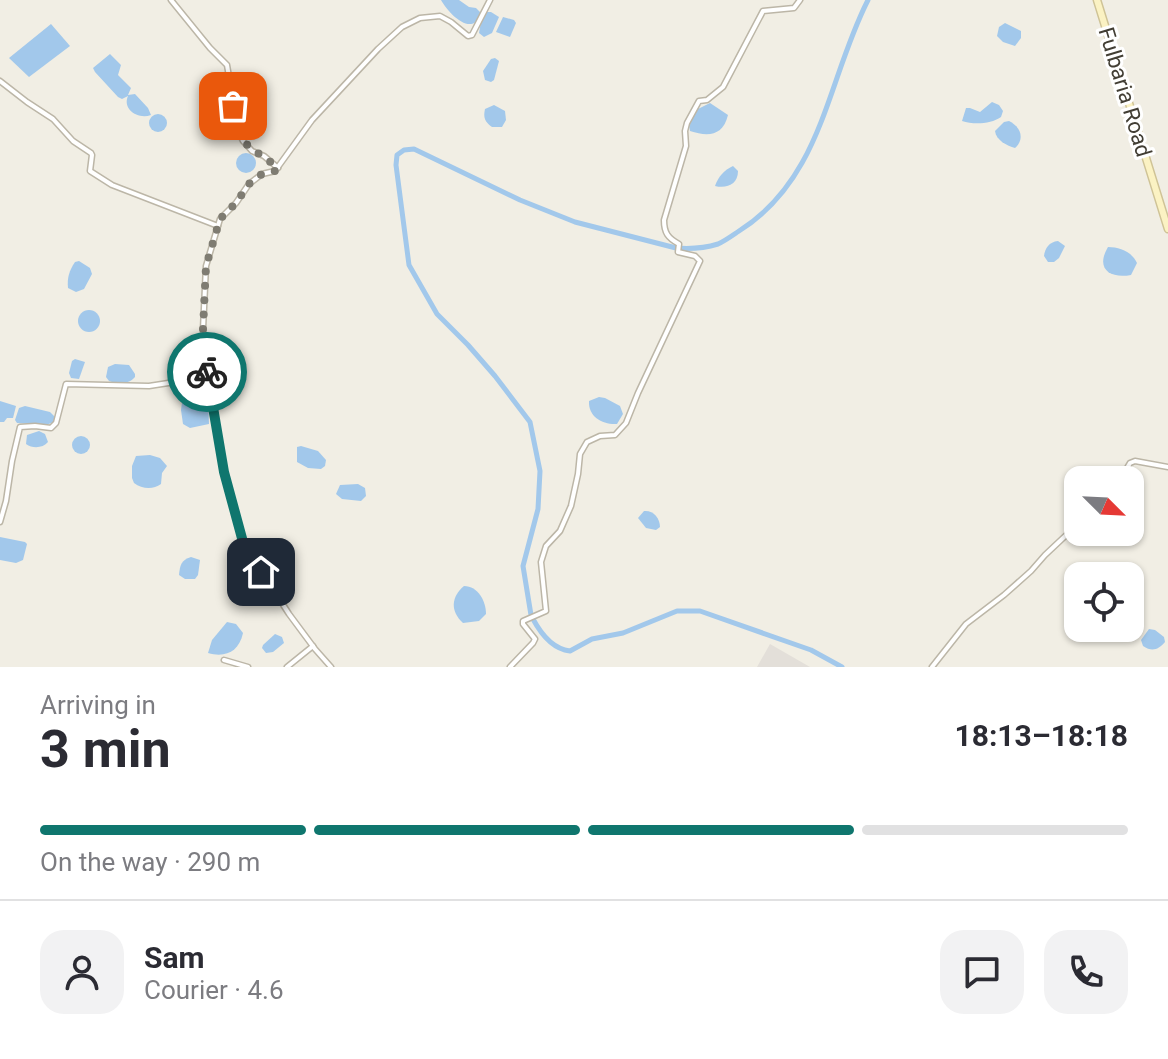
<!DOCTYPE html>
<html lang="en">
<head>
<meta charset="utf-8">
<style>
  :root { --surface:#fff; --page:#f2f2f3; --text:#2b2b33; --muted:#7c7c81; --line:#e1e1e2; --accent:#0f766e }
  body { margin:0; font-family:Roboto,sans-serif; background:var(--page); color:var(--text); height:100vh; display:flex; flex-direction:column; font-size:30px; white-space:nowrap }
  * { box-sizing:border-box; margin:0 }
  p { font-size:26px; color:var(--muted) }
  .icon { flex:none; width:44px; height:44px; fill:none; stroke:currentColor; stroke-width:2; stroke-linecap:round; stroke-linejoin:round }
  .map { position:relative; height:667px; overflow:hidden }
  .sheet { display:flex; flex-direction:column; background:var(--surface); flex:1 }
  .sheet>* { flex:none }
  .needle { width:52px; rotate:114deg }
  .controls { position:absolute; left:1064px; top:466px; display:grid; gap:16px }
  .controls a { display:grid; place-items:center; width:80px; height:80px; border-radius:16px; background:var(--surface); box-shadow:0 2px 6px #0004; font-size:40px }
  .pin { position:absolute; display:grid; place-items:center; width:68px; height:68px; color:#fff; margin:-34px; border-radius:16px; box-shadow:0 4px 12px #0006 }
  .courier { position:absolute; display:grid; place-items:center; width:80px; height:80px; margin:-40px; border:6px solid #0f766e; border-radius:50%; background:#fff; color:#222; box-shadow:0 2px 10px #0007 }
  .overview em { font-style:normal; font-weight:700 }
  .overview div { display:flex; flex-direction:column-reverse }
  .overview { display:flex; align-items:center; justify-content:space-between; height:136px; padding:0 40px }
  h1 { font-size:52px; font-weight:700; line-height:60px }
  .bar { display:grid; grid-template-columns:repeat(4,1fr); gap:12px 8px; align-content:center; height:96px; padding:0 40px }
  .bar i { height:10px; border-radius:6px; background:var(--line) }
  .bar .selected { background:var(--accent) }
  .bar p { grid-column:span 4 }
  .line { display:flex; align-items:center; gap:20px; padding:0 40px; border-top:2px solid var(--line) }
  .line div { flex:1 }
  .round { display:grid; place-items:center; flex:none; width:84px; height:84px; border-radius:24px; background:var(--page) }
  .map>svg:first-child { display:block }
  .industrial { fill:#e3dfd9 }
  .water { fill:#a2c8eb }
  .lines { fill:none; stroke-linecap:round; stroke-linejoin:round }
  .canal { stroke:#a2c8eb; stroke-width:5 }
  .minor-casing { stroke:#bcb6a7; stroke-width:7 }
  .secondary-casing { stroke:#cfc396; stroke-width:9 }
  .minor { stroke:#fff; stroke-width:4 }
  .secondary { stroke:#fbf2c3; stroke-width:6 }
  .done { stroke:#7f7c72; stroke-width:8; stroke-dasharray:0 14.4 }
  .route { stroke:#0f766e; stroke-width:10 }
  .labels { text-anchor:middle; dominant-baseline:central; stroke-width:6; stroke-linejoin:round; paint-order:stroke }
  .street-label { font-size:22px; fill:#423e34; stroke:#fff }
</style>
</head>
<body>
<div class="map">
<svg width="1168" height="667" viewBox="0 0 1168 667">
  <rect width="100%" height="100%" fill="#f1eee4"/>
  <path class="industrial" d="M770,644L810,667H757Z"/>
  <g class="water">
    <path d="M441,0H459L469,7L476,8L481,13C473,39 448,13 441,0Z"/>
    <path d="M487,12H491L499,17L492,33L484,37L479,33L481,21Z"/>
    <path d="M503,17L514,20L516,23L510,37L496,32Z"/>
    <path d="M1005,23L1021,31V38L1015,46L1003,42L997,36L999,27Z"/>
    <path d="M51,24L70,46L29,77L9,58Z"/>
    <path d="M110,54L121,65L118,75L131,88L128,95L135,94L148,108L151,115C138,120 122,109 128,96L122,99L118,97L95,72L93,68Z"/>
    <path d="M495,58L499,61L494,80L491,82L485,80L483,71L491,59Z"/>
    <path d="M992,102L999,105L1003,111L1001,117C991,124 974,125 962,121L966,108H970L980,112Z"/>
    <path d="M710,103L728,115C723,136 708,137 690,131L689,125L698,109Z"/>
    <path d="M494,105L505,111L506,120L502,127H492C485,122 483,118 485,109Z"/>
    <circle cx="158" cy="123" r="9"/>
    <path d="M1009,121C1021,127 1025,139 1015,148C1007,146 996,140 995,131L1004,122Z"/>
    <circle cx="246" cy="163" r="10"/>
    <path d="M733,166L738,171C738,184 727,189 715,186C718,177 724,170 733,166Z"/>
    <path d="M1058,241L1065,246L1059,258L1054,262H1048L1044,256C1045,248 1049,242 1058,241Z"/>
    <path d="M1108,247C1120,247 1132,252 1137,263L1131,275C1110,279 1095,269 1108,247Z"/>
    <path d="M79,261L90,268L92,274L84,289L76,292L68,288C67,278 69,271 75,262Z"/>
    <circle cx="89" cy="321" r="11"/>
    <path d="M75,359L85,362L79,379L71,378L69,373L72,361Z"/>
    <path d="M115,364L129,365L135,374V377C128,385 118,384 109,381L106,377L108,367Z"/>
    <path d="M187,394C195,394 203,394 208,400L209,424L190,428L183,424L181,410L183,395Z"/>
    <path d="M599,397L605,398L620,406L623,414L617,424C603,425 588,417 589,401Z"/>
    <path d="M0,401L16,406L13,418H7L4,422H0Z"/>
    <path d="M25,406L50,412L54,416V422L46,425L17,423L15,420L19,408Z"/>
    <path d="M39,431L45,434L48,442C43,448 33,449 26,444L27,435Z"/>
    <circle cx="81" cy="445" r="9"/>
    <path d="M301,446L318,451L326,460L325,466L321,469L308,468L297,462V447Z"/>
    <path d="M150,455L160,458L167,466L162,473L161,484C153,490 142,489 134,483L132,478V466L136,456Z"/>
    <path d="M358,484L365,488L366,496L361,501L342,499L336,494L340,485Z"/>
    <path d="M644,511C653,510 660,518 660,527L656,530L646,528L638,518Z"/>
    <path d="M0,537L25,542L27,544L23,560L16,563L0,560Z"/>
    <path d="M191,557L200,560L198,575L195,579H185L179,575C180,565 181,560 191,557Z"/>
    <path d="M464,586C478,586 486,601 486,614L479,621L463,623C450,611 451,597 464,586Z"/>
    <path d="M227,622L236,624L243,633C239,652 225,658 208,653L212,640Z"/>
    <path d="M1149,629L1155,630L1164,637L1165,642C1158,650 1152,652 1143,646L1141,640Z"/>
    <path d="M275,634L282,637L284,643L273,652L266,653L262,648L263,645Z"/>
  </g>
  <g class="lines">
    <g class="canal">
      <path d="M531,615L523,566L538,509L540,471L530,422L495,376L468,345L437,314L409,265L396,165L397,155L404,150L414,149L520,200L575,222L676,248C689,249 705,248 718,244C725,241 733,235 739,231C823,178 827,80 868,0"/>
      <path d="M533,619C541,634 553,649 570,651L592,639L623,633L677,611H700L811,650L842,667"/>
    </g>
    <g class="minor-casing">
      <g id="minor">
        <path d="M171,0L210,48L227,65L238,130L243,141L252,151L264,156L278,168"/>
        <path d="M0,81L27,102L53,119L73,141L91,153L92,155L90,171L112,185L218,226"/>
        <path d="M207,377L224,472L243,542L289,614L315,649L331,667"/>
        <path d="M1120,480L1130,463L1135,461L1168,467"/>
        <path d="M0,522L6,501L12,461L20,427L35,426L51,428L56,423L66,384L149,386L207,377L203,329L206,266L220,219L236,203L249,184L262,174L275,171L312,120L378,49L402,27L420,18L440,16L451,22L468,36L472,35L490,0"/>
        <path d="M224,660L248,667"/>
        <path d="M287,667L313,646"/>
        <path d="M510,667L533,643L535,639L523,624V621L546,611L541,562L546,546L560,531L571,506L578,474L580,454L587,442L600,436L615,435L626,423L638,393L700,261L695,256L678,252L679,244C668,238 664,233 664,220L686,146L685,131L687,123L699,101L707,100L723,87L763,11L794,8L800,0"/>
        <path d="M932,667L966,624L1004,595L1031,571L1045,555L1078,524"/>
      </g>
    </g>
    <g class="secondary-casing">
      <path id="secondary" d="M1097,0L1168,229"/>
    </g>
    <use href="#minor" class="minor"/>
    <use href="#secondary" class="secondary"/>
  </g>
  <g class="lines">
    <path class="done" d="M207,372L203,329L206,266L220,219L236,203L249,184L262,174L275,171L278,168C250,144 237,149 233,106"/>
    <path class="route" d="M207,372L224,472L243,542L261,572"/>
  </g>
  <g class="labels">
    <g class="street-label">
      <text transform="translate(1125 92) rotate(73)">Fulbaria Road</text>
    </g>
  </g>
</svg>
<div class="controls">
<a><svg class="needle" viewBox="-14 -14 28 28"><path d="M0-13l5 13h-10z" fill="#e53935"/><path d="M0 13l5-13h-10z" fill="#7c7c81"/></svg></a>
<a><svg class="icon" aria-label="locate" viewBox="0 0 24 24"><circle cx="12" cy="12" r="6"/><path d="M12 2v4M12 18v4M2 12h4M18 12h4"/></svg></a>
</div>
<div class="pin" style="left:233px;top:106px;background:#ea580c"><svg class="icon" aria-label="bag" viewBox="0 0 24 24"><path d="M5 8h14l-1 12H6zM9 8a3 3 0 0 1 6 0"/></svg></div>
<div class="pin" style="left:261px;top:572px;background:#1f2937"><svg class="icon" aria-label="home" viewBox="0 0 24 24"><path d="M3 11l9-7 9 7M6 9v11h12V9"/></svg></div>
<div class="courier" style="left:207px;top:372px"><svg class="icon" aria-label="bike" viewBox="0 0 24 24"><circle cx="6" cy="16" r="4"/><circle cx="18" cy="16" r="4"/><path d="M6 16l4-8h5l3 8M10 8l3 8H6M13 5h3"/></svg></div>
</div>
<section class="sheet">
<div class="overview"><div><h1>3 min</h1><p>Arriving in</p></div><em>18:13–18:18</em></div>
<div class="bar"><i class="selected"></i><i class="selected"></i><i class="selected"></i><i></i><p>On the way · 290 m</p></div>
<div class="line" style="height:144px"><a class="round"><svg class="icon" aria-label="person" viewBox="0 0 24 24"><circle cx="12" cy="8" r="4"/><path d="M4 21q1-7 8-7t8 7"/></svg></a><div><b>Sam</b><p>Courier · 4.6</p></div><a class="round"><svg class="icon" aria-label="chat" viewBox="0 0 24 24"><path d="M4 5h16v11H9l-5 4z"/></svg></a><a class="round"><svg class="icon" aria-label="phone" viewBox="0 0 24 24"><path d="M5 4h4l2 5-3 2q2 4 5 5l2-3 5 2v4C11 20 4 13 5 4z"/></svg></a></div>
</section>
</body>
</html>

***

# [YOUR OBJECTIVE]
Pull each line that includes the word "controls" out of the material above.

# [RESPONSE AREA]
  .controls { position:absolute; left:1064px; top:466px; display:grid; gap:16px }
  .controls a { display:grid; place-items:center; width:80px; height:80px; border-radius:16px; background:var(--surface); box-shadow:0 2px 6px #0004; font-size:40px }
<div class="controls">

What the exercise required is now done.